GRANADA / Carlos Mena experimenta con Orfeo

Granada. Auditorio Manuel de Falla. 21-02-2020. Gluck, Orfeo ed Euridice Jone Martínez y Pilar Alva, sopranos. Coro de la Orquesta Ciudad de Granada. Orquesta Ciudad de Granada. Contratenor y director: Carlos Mena.

Como singular cita de la presente temporada de la Orquesta Ciudad de Granada, la versión concierto de Orfeo ed Euridice de Gluck llenó el aforo del auditorio granadino, dada la fama de esta ópera y la interesante intervención del contratenor alavés Carlos Mena en la doble función de protagonista y director. Desde punto de vista canoro, la solvencia de su actuación se contaba como segura, desde la faceta de conductor, había el antecedente de un positivo encuentro con la OCG en el pasado otoño con el que empezó a determinarse una mutua afinidad, hecho que ha vuelto a confirmarse también en esta velada operística.

Con la inestimable colaboración del concertino, Alexis Aguado, solista de la sección de segundos violines de la OCG y músico de gran experiencia en música del barroco por su habitual colaboración con formaciones como Al Ayre Español y la Orquesta Barroca de Sevilla, Carlos Mena planteó esa primigenia sonoridad clásica de Gluck como elemento sustancial de la expresividad que hay que dar a esta obra ya desde la sinfonía con la que se inicia el primer acto, carácter que mantuvo siempre a lo largo de su discurso. La voz de Orfeo surgió entre el coro de pastores y ninfas en el número siguiente con extraño timbre, efecto que fue pronto despejado en el recitativo en el que Mena reguló su emisión vocal, sin que se presentara posteriormente sorpresa alguna respecto de su canto, que alcanzó ya plena prestancia en el aria Chiamo il mio ben cosi después de una estimulante dirección de la primera pantomima. Antes de concluir el primer acto se pudo disfrutar de la adecuada impostación de la soprano granadina Pilar Alva en el papel de Amore, dando siempre sentido a los ornamentos que requieren las arias Ah! Sei il dolce suon y Gli sguardi trattieni, momentos de gran expresividad y carga emocional que predispusieron al oyente a la escucha del recitativo y aria final del primer acto a cargo de Orfeo.

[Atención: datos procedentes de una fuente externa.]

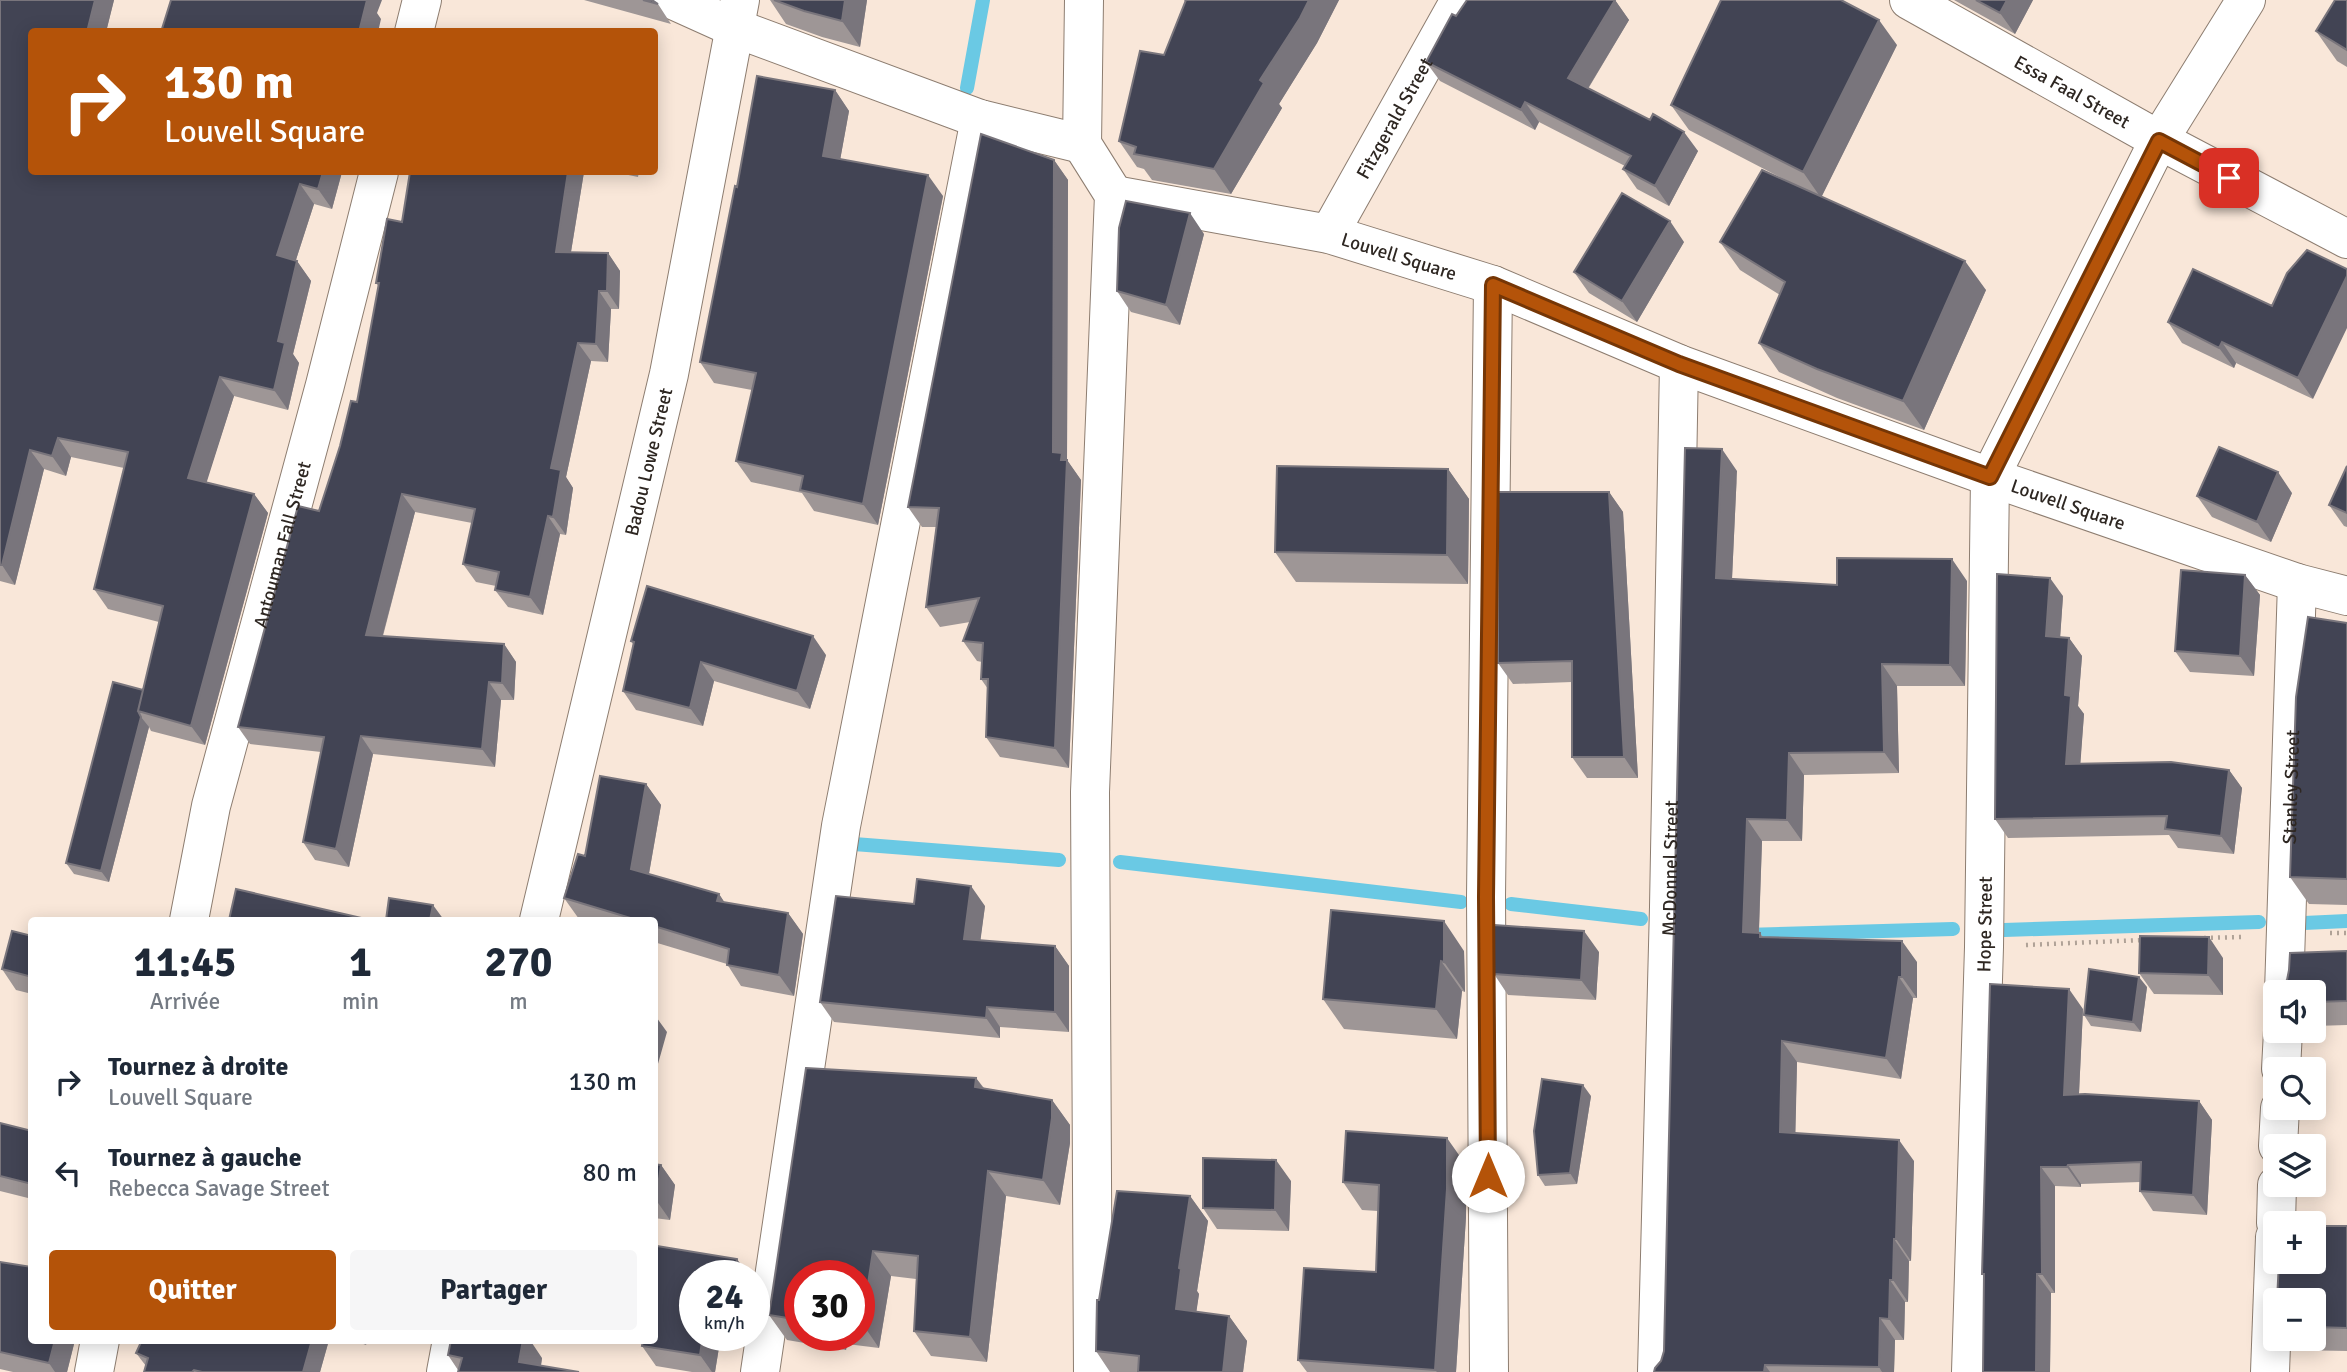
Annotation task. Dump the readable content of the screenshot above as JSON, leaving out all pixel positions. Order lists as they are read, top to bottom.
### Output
{
  "streets": {
    "street": [
      "Essa Faal Street",
      "Fitzgerald Street",
      "Louvell Square",
      "Badou Lowe Street",
      "Antouman Fall Street",
      "Stanley Street",
      "McDonnel Street",
      "Hope Street"
    ]
  },
  "crossings": [
    ["Fitzgerald Street", "Louvell Square"],
    ["Louvell Square", "Stanley Street"],
    ["Louvell Square", "McDonnel Street"],
    ["Louvell Square", "Hope Street"]
  ],
  "page": {
    "turn": ["130 m", "Louvell Square"],
    "eta": [
      "11:45",
      "Arrivée",
      "1",
      "min",
      "270",
      "m"
    ],
    "map_buttons": ["+", "−"],
    "list": [
      {
        "name": "Tournez à droite",
        "note": "Louvell Square",
        "value": "130 m"
      },
      {
        "name": "Tournez à gauche",
        "note": "Rebecca Savage Street",
        "value": "80 m"
      }
    ],
    "buttons": ["Quitter", "Partager"],
    "speed": "24 km/h",
    "limit": "30"
  }
}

Fue interesante el tratamiento que Carlos Mena dio a la primera parte del segundo acto. Condujo el ballet, su arietta y las réplicas de las furias en el coro no como partes sino como unidad dramática, hecho muy relevante si tenemos en cuenta la ausencia de escenificación, dando destacado sentido a la función orquestal como hilo conductor y refuerzo lírico-dramático. En este momento operístico supo contraponer las tensiones opuestas que refleja el libreto, de algún modo equilibradas por la sutil presencia del arpa, activada con sentido musical y cuidado gusto por la intérprete invitada, Paula Vicente. Como resumen, hay que decir que siempre trató en igualdad de importancia su “orféico” canto, el coro, bien trabajado por su titular Héctor Eliel Márquez, y la OCG, que supo asumir en todo momento esa función de llevar a buen término la complejidad musical que conlleva el dramatismo de este acto. La incorporación de Euridice, encarnada por la soprano vizcaína Jone Martínez, supuso un nuevo foco de atención para el espectador. Su voz clara y bien timbrada en el aria Quest’asilo dolce e beato, envuelta por la heroica sonoridad coral, hacía albergar positivas expectativas para el tercer acto como así se confirmó en el dueto con Orfeo con el que éste se inicia, Vieni! Segui i miei passi, en el que ambos cantantes lucieron su mejor arte canoro.

Con cadenciosa delicadeza Carlos Mena cantó y dirigió la siempre esperada aria Che farò senza Euridice? convirtiéndola en el momento culminante de toda la interpretación, alcanzando ese sentido doloroso que paradójicamente deriva de su animado pulso musical,  antes de la incorporación del tercer personaje, el Amor, que no entraba en acción desde el primer acto, con la exclamación, Orfeo! Che fai?, y recitativos subsiguientes integrando el trío hasta llegar la gran escena final en el templo del Amor, donde las ninfas y pastores celebran el regreso de Eurídice a la vida, como despertando de un sueño profundo, y su reencuentro con Orfeo en un inmenso gozo y alegría de todos, incluido el público que lo manifestó en un largo e intenso aplauso final.

Es deseable que vuelva a repetirse la colaboración entre Carlos Mena y La Orquesta Ciudad de Granada en nuevos proyectos, dada la confirmación del positivo entente que se ha establecido entre ambos con esta versión concierto de la ópera más representativa de Gluck, con la que el contratenor alavés, desde una seria y calculada experimentación, está explorando nuevas facetas en su sólida carrera musical de admirable contratenor.